Bruce had another Colt single-action presented to him by the California Fish and Game Department. It was a 5½-inch-barreled model in .38-40 with black Gutta Percha grips. An engraved silver plaque indicating its presentation to Bruce was attached to the Colt's frame.
On June 27, 1928, Bruce lost sight in his left eye during a lion hunt with his son Jay Jr.; while pushing through heavy brush a branch flew back and punctured it. While recuperating at home he received an urgent phone call regarding a lion that needed to be dealt with. A man working a magnetite mine in the hills above Livermore found a lioness and her two cubs at his spring. He shot the two cubs, but the mother got away. Being too injured to hunt, Bruce called my grandfather and asked him if he would take his dogs and hunt the lioness.

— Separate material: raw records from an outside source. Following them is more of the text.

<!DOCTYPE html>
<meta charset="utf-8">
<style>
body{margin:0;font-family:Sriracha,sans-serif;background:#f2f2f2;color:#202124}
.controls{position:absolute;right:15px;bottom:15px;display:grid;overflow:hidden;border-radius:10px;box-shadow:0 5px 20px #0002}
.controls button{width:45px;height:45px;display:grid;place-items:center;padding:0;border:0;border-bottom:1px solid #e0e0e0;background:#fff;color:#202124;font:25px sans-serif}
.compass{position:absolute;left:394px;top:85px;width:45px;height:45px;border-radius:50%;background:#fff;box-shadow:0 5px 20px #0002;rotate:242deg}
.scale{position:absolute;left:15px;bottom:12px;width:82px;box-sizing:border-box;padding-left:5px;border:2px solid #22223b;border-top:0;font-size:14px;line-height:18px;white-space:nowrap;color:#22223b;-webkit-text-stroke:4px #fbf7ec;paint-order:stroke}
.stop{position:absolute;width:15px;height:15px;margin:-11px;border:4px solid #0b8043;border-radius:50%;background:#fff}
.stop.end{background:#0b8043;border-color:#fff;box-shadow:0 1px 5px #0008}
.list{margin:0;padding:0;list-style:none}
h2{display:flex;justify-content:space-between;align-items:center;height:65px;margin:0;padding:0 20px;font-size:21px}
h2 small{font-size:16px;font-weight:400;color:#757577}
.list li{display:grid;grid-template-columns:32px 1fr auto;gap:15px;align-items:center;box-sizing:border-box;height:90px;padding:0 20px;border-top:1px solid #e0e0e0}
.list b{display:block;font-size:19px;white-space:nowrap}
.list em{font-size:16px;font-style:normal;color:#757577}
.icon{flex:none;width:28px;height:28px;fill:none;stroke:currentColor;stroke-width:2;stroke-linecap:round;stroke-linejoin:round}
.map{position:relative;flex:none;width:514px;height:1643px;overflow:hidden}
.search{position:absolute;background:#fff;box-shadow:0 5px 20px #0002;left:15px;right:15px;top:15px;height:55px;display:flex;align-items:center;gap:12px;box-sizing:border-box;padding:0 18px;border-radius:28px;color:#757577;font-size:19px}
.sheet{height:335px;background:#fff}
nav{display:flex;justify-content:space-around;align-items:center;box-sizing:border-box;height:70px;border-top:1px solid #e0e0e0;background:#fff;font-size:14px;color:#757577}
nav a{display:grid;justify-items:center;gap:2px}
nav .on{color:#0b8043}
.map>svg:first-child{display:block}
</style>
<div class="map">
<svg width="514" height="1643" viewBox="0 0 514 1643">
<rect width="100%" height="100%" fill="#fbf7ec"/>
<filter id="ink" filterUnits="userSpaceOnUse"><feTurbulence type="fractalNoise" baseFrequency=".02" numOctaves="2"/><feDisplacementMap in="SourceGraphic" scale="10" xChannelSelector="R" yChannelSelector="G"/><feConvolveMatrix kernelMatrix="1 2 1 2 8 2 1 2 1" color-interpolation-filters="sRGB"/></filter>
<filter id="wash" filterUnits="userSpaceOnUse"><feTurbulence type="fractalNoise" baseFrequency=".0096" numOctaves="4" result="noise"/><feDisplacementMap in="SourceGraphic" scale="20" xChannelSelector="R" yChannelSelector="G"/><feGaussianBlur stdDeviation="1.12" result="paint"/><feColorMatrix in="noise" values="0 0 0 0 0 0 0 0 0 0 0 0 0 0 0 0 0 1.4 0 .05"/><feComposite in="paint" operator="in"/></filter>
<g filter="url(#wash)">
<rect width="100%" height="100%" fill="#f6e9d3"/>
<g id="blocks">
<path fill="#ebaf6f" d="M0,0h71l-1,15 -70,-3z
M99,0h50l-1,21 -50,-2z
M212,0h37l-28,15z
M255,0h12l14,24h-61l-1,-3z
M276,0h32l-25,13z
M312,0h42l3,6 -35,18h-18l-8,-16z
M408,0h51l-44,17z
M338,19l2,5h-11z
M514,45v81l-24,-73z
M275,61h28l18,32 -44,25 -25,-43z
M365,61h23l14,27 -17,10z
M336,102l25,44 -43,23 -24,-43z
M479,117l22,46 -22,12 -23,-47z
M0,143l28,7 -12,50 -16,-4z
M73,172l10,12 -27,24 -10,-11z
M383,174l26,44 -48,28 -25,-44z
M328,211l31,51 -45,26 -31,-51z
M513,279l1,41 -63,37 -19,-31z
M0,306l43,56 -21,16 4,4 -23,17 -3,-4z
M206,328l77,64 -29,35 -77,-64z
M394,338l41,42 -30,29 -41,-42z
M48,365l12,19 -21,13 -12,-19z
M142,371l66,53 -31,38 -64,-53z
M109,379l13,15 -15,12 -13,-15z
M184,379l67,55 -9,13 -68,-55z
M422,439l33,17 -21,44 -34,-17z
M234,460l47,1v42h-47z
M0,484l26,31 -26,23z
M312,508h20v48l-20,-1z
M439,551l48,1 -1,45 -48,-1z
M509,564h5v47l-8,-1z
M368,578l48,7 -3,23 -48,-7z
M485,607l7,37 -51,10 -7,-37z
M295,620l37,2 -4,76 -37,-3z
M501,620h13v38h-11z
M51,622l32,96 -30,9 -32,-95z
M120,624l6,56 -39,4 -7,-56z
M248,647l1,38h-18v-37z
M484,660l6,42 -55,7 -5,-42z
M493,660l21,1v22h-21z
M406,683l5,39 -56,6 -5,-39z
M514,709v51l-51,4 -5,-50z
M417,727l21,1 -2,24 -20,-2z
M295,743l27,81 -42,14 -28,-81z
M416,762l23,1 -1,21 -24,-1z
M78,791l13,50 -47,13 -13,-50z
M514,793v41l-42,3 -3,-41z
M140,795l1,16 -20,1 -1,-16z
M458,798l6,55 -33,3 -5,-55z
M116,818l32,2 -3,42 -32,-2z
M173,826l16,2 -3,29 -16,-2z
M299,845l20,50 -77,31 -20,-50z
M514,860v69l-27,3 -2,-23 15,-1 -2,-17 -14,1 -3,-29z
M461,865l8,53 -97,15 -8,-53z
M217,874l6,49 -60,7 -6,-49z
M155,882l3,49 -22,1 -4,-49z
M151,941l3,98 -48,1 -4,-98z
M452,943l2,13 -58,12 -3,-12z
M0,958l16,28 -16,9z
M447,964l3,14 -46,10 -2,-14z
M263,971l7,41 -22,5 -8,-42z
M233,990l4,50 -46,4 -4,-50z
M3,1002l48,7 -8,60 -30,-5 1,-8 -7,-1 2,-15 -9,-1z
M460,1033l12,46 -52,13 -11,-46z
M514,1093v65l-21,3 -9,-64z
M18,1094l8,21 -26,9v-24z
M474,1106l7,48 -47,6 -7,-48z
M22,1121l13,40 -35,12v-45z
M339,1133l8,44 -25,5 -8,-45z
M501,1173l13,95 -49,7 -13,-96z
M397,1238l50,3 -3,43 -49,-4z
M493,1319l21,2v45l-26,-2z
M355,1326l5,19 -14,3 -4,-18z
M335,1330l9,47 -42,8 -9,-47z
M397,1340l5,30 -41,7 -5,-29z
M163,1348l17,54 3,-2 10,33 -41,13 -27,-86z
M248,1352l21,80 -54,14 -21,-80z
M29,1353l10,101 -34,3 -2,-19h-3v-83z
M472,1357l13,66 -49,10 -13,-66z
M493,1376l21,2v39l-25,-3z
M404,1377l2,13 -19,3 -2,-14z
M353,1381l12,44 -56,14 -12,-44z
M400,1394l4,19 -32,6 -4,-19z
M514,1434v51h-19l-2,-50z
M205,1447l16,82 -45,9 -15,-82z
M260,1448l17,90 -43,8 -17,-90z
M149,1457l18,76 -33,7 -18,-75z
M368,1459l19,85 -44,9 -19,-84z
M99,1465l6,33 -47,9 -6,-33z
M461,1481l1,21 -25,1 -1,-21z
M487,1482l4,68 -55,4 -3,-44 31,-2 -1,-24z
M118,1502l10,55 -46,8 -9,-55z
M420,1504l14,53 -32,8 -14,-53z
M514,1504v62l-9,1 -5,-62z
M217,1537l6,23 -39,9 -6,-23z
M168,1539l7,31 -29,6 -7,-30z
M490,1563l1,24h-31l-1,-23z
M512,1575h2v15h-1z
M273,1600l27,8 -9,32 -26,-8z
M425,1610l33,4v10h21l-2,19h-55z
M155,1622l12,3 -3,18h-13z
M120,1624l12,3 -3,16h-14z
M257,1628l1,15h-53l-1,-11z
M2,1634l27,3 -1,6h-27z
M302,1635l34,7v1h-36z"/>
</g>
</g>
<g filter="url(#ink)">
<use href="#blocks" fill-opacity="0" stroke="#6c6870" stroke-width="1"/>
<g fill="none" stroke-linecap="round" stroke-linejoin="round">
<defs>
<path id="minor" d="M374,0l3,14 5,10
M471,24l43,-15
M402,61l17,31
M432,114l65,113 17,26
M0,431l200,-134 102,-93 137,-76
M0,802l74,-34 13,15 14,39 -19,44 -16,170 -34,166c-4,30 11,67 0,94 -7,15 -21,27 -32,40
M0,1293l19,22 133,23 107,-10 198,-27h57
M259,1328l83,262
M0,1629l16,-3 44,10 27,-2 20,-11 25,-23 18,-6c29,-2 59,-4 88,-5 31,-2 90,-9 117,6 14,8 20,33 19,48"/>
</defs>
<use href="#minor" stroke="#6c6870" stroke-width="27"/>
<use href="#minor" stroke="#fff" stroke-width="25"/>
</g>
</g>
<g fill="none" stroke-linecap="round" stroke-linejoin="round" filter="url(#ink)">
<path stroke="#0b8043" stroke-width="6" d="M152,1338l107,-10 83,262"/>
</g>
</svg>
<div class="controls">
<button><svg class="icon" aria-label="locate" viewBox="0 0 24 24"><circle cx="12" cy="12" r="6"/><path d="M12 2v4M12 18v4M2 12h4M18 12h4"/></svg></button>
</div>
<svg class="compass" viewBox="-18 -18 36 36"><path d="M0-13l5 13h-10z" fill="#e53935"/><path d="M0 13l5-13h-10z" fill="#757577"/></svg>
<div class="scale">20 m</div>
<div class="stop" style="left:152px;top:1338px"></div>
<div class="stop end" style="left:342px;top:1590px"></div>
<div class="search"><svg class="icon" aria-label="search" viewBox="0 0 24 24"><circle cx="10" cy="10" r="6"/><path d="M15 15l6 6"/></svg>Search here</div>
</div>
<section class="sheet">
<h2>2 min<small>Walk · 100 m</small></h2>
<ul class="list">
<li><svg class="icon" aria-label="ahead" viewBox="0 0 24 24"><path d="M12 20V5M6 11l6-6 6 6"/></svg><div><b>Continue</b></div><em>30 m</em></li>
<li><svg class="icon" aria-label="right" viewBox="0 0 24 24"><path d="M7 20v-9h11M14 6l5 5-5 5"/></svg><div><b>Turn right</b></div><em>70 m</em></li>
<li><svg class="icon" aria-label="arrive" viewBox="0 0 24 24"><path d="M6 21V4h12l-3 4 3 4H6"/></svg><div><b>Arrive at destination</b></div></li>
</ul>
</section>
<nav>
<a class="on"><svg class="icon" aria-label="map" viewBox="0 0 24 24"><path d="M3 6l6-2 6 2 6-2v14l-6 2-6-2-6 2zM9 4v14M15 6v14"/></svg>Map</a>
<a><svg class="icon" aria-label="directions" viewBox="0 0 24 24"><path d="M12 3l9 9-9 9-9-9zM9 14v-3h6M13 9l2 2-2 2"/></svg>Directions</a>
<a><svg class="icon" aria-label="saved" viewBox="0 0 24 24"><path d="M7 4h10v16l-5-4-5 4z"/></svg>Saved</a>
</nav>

Grandpa agreed and took my 17-year-old father with him. They stopped at Bruce's house to pick up the hounds Eli, Pete and Ranger. My father didn't have a suitable gun so Bruce loaned him his Colt .38-40 revolver. This was carried in a pouch shoulder holster.
On arrival at the last sighting place of the lioness, my grandfather put the hounds on the lion's tracks. While following the dogs they had to crawl through heavy brush. When they finally came to a clearing, my father found Bruce's Colt revolver missing from its holster. He was heartsick and started back on his hands and knees through the brush. A few hundred feet in he saw the sun shinning on the gun's silver plaque. He thanked God he'd found it. By then the dogs had lost the lion's trail. That was the last lion hunt Grandpa and my father did. By October Bruce had recovered and went back to lion hunting with one good right eye and one hand for the next 19 years.
He never hunted while it was raining or snowing, because these conditions killed the lions' scent, but he hunted after storms year-round by following his hounds on foot. The hardships and dangers were many. He hunted 31 years with only one good hand and the last 19 years with only one good eye. My grandfather said he suffered from severe headaches, which caused him to stop drinking coffee and to switch to Postum instead. Grandpa told me he saw Bruce scoop water out of a stream with his horn while taking aspirin constantly. He said Bruce knew lion habits and could think like them.
Bruce was respected throughout cougar country. During his retiring years he wrote the book Cougar Killer. It was published in 1953, and brought Bruce an honorary membership in the prestigious Mark Twain International Society. Bruce passed away in 1963, leaving a legacy unequaled and unsurpassed.
Bruce's hunting skills and record are amazing. After hunting California mountain lions for 31 years, 28 years as the state's official lion hunter, his career came to a close in 1947, with 668 lion kills. The New Mexico lion hunter Ben Lilly hunted mountain lions during the same time period. Lilly never kept a record, but it has been said he may have killed 500 to 600 mountain lions during his life. Bruce's lion kills are a matter of record. He is quite possibly the greatest mountain lion hunter of the 20th century, and has possibly killed more mountain lions than anyone else in history.